Primo incontro interlocutorio per il tavolo tecnico convocato dall’assessore regionale alla Funzione pubblica Patrizia Valenti sulla riforma delle province che dovrà essere varata entro l’anno.
“Il tavolo per trattare l’argomento servizi, funzioni e personale delle Province – riferisce la Cgil- è stato riconvocato per il 9 agosto con l’obiettivo di giungere a un accordo quadro che appare, però, abbastanza lontano”.
“Abbiamo apprezzato il lavoro svolto fin qui, ma ancora non abbiamo compreso le reali intenzioni della politica e del governo – dice invece Giuseppe Badagliacca, della segreteria generale della Cisl Fp Sicilia”. Un incontro con “luci e ombre” secondo il sindacato. “Credo – ha proseguito Badagliacca – che la concertazione scaturita dal tavolo tecnico sulle Province abbia prodotto già qualcosa di buono. Ed è il caso di proseguire su questa strada, ma abbiamo colto un certo disinteresse da parte dell’assessore, mentre gli uffici e i componenti del tavolo hanno dato un importante contributo”.
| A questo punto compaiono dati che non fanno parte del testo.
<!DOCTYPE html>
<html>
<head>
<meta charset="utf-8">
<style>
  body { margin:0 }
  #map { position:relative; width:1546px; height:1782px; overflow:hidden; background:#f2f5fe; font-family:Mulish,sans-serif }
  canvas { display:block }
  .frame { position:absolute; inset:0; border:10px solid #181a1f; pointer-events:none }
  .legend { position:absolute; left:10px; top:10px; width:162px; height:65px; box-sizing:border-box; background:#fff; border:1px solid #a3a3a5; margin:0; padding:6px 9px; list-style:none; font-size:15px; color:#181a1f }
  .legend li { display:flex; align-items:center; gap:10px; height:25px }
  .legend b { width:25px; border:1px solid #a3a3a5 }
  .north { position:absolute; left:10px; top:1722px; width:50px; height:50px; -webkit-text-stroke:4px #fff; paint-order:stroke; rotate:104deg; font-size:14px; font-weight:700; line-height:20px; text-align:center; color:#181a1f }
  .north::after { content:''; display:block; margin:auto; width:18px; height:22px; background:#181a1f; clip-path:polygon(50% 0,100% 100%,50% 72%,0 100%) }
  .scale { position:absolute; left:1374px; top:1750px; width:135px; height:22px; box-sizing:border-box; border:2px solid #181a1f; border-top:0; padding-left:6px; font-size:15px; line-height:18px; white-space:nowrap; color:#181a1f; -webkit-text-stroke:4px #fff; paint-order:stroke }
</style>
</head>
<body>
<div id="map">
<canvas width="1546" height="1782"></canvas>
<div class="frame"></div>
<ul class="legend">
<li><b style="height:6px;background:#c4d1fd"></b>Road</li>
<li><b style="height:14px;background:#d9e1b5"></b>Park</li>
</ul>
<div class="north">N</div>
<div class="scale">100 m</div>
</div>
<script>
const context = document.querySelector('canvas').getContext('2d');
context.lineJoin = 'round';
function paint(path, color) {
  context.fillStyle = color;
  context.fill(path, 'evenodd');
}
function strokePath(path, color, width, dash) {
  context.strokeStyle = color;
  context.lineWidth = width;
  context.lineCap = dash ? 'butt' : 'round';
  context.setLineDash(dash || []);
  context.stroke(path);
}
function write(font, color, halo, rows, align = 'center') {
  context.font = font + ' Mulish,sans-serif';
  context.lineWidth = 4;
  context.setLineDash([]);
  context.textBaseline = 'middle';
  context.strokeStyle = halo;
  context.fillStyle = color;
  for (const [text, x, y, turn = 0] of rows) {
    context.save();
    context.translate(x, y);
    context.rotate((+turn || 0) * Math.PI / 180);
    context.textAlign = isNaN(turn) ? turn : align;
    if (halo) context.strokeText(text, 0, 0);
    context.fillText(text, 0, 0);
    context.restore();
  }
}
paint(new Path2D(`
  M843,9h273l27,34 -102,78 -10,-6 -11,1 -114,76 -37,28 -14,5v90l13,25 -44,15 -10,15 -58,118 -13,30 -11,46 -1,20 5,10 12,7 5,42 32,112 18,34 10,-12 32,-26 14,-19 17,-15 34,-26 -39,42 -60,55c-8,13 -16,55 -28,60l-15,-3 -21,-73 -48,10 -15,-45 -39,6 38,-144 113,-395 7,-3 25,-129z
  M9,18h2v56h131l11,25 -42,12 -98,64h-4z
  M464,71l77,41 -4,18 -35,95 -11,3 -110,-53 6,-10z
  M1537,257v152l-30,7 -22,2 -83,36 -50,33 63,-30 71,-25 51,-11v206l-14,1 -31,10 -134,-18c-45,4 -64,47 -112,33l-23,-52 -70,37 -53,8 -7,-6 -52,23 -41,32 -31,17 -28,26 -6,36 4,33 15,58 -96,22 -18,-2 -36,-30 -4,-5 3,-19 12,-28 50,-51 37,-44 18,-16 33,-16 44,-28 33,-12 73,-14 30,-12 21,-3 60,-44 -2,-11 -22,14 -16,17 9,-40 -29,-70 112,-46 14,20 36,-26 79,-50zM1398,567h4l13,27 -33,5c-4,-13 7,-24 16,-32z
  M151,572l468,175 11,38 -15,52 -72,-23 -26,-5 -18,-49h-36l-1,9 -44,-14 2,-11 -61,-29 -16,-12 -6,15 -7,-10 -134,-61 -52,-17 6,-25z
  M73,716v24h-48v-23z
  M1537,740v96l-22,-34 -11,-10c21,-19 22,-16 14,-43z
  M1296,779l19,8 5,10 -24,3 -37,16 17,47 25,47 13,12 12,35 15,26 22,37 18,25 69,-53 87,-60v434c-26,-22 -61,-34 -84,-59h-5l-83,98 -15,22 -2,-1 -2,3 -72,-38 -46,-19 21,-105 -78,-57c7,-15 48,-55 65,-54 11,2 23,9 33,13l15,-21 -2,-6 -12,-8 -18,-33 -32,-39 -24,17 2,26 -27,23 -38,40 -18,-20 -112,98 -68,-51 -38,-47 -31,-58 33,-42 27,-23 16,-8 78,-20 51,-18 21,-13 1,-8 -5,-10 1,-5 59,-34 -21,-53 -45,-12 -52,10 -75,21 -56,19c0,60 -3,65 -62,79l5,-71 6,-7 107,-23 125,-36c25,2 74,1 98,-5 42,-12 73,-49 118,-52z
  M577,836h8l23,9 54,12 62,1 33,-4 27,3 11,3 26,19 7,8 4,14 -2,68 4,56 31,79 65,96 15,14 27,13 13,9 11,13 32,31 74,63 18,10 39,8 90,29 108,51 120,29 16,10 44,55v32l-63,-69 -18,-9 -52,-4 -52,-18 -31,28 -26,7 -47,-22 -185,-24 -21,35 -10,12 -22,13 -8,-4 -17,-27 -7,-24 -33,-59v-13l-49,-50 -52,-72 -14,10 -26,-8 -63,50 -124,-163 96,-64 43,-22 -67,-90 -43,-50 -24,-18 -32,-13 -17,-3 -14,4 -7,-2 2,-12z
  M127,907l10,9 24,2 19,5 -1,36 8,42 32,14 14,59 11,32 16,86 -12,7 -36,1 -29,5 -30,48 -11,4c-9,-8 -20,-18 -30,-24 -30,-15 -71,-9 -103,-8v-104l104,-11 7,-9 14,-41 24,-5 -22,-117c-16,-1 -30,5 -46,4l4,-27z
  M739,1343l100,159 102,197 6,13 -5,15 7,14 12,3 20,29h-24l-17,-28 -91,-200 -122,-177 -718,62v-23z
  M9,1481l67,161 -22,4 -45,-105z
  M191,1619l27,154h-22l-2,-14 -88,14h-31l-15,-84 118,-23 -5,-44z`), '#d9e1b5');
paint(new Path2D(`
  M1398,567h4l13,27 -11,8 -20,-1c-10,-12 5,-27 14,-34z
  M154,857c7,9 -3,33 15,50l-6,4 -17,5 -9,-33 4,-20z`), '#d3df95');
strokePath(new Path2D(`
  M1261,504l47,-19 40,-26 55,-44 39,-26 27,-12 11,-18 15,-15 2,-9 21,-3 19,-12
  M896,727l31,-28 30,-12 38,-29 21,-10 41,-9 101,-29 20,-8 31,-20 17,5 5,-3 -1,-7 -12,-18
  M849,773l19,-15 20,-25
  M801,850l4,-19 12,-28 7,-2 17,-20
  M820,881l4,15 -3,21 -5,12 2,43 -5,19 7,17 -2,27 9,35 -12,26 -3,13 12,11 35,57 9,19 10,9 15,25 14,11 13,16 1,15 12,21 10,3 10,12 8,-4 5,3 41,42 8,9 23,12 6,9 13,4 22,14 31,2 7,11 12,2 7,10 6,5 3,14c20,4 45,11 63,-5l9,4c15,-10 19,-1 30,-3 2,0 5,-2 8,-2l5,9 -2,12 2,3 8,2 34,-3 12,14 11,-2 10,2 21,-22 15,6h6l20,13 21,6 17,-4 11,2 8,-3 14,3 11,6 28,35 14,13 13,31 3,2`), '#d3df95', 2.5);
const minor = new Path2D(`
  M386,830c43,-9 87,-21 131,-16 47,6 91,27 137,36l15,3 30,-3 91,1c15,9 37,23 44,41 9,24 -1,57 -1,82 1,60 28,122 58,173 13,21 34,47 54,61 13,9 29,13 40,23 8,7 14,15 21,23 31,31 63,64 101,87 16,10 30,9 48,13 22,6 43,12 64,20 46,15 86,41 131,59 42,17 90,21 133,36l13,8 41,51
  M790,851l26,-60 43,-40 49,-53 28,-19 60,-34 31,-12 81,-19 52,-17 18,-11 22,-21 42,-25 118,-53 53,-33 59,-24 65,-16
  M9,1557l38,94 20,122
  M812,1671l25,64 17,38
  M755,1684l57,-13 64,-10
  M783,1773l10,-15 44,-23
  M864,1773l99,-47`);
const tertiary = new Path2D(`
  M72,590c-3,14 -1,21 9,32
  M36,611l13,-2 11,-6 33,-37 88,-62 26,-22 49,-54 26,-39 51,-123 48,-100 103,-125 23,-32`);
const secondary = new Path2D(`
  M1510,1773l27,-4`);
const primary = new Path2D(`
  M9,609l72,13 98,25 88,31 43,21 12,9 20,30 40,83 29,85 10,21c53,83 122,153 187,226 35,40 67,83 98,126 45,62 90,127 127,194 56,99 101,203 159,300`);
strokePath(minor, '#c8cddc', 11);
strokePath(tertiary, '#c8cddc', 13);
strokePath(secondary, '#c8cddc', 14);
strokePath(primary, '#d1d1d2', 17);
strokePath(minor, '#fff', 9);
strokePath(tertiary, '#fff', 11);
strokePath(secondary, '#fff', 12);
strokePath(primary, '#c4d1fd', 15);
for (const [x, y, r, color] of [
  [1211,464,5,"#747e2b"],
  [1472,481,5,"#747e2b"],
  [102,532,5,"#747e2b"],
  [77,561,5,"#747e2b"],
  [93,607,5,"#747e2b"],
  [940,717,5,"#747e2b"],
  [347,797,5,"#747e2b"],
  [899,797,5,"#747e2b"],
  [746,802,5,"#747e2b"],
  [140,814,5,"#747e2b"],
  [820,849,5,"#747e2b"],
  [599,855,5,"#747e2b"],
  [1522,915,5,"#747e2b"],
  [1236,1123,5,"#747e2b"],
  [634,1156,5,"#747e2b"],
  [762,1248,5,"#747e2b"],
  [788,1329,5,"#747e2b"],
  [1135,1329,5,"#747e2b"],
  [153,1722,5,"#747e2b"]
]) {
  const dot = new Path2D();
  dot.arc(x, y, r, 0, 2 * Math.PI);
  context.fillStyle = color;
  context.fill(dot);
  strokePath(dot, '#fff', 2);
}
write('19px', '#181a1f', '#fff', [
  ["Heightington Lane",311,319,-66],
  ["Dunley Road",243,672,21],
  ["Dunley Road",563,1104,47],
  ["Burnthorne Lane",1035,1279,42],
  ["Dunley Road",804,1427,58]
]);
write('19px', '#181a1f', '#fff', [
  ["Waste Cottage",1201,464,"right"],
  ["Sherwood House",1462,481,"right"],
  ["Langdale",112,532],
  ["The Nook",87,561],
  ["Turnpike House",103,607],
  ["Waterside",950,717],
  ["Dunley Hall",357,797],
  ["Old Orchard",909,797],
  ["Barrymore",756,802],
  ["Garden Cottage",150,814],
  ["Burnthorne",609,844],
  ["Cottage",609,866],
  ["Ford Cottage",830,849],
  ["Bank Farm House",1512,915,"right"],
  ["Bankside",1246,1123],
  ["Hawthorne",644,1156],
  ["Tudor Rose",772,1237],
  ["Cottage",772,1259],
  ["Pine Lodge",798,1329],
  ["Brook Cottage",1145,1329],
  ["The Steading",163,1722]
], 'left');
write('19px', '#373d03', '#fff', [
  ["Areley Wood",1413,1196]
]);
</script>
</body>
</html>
E sul tavolo, la Cisl Fp ha anche messo le sue proposte. Una su tutte: “Crediamo – prosegue Badagliacca – che tutte le delicate questioni legate al passaggio dalle Province ai Consorzi non possano essere risolte da qui a dicembre. Anzi, a rischio rimangono alcuni servizi essenziali, come ad esempio la possibilità che i nostri ragazzi possano frequentare i licei linguistici, a rischio chiusura. Abbiamo chiesto, quindi, che si discuta della possibilità di posticipare di un anno il completamento del riordino, affinché il passaggio dai vecchi ai nuovi enti – conclude Badagliacca – non sia traumatico e non crei danni e disservizi di nessun tipo”.
Il tema della scuole che fanno capo alle Province dopo l’abolizione di questi enti è stato, invece, al centro di un incontro in quinta commissione legislativa dell’Ars. “Ci è stato assicurato- dice Mimma Argurio, della segreteria regionale Cgil- che la questione delle scuole, vista l’urgenza, sarà definita in via prioritaria con un provvedimento transitorio, per consentire la riapertura di questi istituti. La V commissione Ars – aggiunge Argurio- ha investito del problema il governo e il presidente della Regione ha già convocato per domani i commissari delle Province”.
Le norme transitorie sulle Province, promette comunque l’assessore Valenti, potrebbero arrivare in aula prima della pausa estiva. Tra le ipotesi in campo c’è quella sul numero di Consorzi non superiore a 9, mentre per il personale l’ipotesi è di farlo transitare sulla base dell’attribuzione di funzioni competenze.
“Le norme a cui stiamo lavorando riguardano ad esempio l’individuazione del modello ipotetico di Consorzio, dunque la definizione dell’ estensione territoriale, del numero di abitanti, degli organi” dice l’assessore regionale agli Enti locali, che continua: “Nessuno intende non confermare i posti di lavoro: il personale seguirà l’attribuzione delle funzioni. Questo significa che se le funzioni saranno demandate ai comuni i lavoratori passeranno ai comuni, transiteranno alla Regione, invece, se le funzioni saranno attribuite alla Regione. Stiamo avviando un’interlocuzione anche con il governo nazionale per quanto attiene le tre aree metropolitane (Palermo, Catania e Messina ndr) – dal momento che il ddl nazionale prevede che l’intera area provinciale diventi città metropolitana”.